State the number of lines in these records holding "Hills". Say nothing more.

===== MATERIAL FOR THE TASK =====

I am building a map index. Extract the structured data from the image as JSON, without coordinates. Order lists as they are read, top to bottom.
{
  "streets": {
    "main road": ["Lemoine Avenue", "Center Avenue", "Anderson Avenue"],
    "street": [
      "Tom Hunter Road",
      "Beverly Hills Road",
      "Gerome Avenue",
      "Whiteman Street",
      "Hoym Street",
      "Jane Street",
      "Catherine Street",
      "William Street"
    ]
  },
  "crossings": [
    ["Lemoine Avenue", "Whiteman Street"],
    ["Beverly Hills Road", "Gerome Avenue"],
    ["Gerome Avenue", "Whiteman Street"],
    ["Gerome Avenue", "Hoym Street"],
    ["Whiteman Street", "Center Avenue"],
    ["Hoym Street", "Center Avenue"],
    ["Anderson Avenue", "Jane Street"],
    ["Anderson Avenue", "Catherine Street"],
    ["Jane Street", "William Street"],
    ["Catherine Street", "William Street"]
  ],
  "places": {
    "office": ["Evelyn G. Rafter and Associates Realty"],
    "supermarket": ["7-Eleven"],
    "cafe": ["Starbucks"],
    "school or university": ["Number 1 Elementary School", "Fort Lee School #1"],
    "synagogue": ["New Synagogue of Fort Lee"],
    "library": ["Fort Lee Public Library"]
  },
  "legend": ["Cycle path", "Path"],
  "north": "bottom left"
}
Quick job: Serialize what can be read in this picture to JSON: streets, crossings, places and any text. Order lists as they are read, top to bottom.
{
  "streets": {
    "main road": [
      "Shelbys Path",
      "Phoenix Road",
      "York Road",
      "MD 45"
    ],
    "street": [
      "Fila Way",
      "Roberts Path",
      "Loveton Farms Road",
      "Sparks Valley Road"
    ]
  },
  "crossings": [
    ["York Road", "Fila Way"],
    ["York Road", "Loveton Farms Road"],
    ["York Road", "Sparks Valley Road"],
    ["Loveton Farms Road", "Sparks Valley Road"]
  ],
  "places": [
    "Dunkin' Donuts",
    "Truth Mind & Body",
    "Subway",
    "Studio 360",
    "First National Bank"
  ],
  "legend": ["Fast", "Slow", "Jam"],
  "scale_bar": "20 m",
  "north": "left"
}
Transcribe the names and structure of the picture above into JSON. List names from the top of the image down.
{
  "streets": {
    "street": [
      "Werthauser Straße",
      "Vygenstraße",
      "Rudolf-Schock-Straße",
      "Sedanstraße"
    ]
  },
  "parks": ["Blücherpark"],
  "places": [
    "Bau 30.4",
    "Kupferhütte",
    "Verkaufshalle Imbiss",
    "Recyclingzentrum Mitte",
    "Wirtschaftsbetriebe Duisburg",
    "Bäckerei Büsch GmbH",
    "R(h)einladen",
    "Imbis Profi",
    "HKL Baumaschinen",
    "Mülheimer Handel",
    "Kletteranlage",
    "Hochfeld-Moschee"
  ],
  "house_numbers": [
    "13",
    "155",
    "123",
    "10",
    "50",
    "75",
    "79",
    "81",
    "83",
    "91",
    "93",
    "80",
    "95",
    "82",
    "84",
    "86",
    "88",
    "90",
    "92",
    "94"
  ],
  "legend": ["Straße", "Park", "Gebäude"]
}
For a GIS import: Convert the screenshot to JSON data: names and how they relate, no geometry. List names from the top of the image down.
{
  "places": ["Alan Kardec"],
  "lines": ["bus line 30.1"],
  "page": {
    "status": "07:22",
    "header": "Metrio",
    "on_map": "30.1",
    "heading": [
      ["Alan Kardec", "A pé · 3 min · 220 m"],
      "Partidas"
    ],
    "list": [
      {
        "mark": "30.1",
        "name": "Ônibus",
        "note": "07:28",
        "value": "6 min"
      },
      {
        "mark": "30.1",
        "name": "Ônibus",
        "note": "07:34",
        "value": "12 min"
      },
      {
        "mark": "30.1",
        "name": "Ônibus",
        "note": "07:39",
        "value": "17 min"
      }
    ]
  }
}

=====

→ EXERCISE ANSWER
2